We passed a big milestone this past weekend marking the third anniversary of the shared-leadership model between NAMA and the National Family Farm Coalition (NFFC). Another big anniversary is around the corner, too: the day we took off on a two-month, 13,000 miles trek across rural America.
Although the aim of that trip was to help me get grounded in my new role of connecting our sea and land food systems, the trip taught me a lot more than I expected.
What was happening on the national stage back in 2018 had led me to think that rural communities were made up of racists, sexists, xenophobic, or otherwise prejudiced individuals. Deep in my heart I knew that wasn’t true. My visit to 67 primarily rural farming, ranching, and fishing communities made me realize that rural communities aren’t a monolith and we cannot simply dismiss the concerns heard from a wide range of the population based on our own assumptions. Many of those crying out are feeling genuine pain resulting from neoliberal policies and corporate dominance of our social systems, and the longstanding failure of the mainstream political parties to address their marginalization.
So called market-based policies have led to privatization of the ocean and fishing rights, lack of access to land and water, and the gutting of infrastructure essential for successful and healthy fishing, farming, and ranching communities. These underlying inequities have hollowed out rural communities, contributing to stress, anger, and a rural mental and physical health crisis.
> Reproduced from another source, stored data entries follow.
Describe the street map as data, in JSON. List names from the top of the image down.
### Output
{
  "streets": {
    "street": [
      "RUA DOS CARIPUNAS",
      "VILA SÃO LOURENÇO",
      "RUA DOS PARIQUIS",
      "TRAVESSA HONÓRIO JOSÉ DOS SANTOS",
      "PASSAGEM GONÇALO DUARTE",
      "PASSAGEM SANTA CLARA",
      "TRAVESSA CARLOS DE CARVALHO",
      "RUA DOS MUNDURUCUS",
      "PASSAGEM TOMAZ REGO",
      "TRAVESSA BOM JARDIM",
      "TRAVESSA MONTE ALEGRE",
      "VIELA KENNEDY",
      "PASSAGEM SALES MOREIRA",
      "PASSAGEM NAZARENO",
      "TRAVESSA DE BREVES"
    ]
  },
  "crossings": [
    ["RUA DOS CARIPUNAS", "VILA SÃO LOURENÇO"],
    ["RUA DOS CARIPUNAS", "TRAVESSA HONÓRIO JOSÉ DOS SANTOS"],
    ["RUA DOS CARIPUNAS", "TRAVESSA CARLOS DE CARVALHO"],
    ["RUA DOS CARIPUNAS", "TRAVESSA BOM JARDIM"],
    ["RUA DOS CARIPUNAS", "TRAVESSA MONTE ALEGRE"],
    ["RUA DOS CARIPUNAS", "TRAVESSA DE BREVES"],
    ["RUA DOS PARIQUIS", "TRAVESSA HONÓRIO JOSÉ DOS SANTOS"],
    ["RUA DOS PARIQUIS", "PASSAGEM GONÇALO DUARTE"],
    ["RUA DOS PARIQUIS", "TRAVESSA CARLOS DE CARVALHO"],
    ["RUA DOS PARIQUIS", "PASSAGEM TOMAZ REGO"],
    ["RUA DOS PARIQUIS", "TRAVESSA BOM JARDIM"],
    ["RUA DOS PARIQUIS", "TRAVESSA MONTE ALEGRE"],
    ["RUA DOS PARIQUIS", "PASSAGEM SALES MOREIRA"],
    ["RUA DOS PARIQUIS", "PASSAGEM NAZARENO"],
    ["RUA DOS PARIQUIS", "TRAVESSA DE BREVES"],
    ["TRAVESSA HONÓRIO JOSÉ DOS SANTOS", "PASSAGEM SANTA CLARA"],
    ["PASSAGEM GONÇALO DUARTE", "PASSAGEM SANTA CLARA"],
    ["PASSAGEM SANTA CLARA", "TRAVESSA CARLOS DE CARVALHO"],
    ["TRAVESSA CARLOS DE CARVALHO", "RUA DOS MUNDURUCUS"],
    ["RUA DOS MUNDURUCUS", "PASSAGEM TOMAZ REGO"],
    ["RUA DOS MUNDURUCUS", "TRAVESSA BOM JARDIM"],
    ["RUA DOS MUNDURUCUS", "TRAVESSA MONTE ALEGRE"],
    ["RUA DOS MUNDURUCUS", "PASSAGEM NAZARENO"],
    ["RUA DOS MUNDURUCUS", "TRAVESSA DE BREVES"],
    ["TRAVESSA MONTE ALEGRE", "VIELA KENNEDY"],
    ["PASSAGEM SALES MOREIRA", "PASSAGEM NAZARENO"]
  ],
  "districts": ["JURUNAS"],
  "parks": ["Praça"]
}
Such policies have led to many in rural communities not being valued for their work, and therefore not able to make ends meet. The consequences go beyond any one single household, farm, boat, or ranch. They touch each corner of our society.
Although some suggest these issues are new, they are rooted in neo-liberal policies that began to take root around World War II and continue through today. Along the way, policy decisions were made to gut rural America of its worth and wealth. As a result, farmers, ranchers, and now fishermen have essentially been subsidizing us to eat. All the while many of these food providers are standing in line at food banks because they themselves can't afford to put food on their table. No wonder there is unrest in rural America.
We need to take responsibility for not seeing what had clearly been brewing in rural America for a long time. Rural communities and urban dwellers have a lot in common but both are told to fear and hate those who don’t look, eat, pray, or speak like them. These differences are being exploited by the same companies, policies, and forces who are stealing our natural, spiritual, economic, and social resources.
Amidst all this pain and hate there are beacons of hope; and I believe our work to take back the ocean commons serves as one of those beacons.
Our strength comes from building a movement led by fishermen and farmers – the first set of hands that touch our food – willing to fight for policies that ensure all those who feed us can make a living.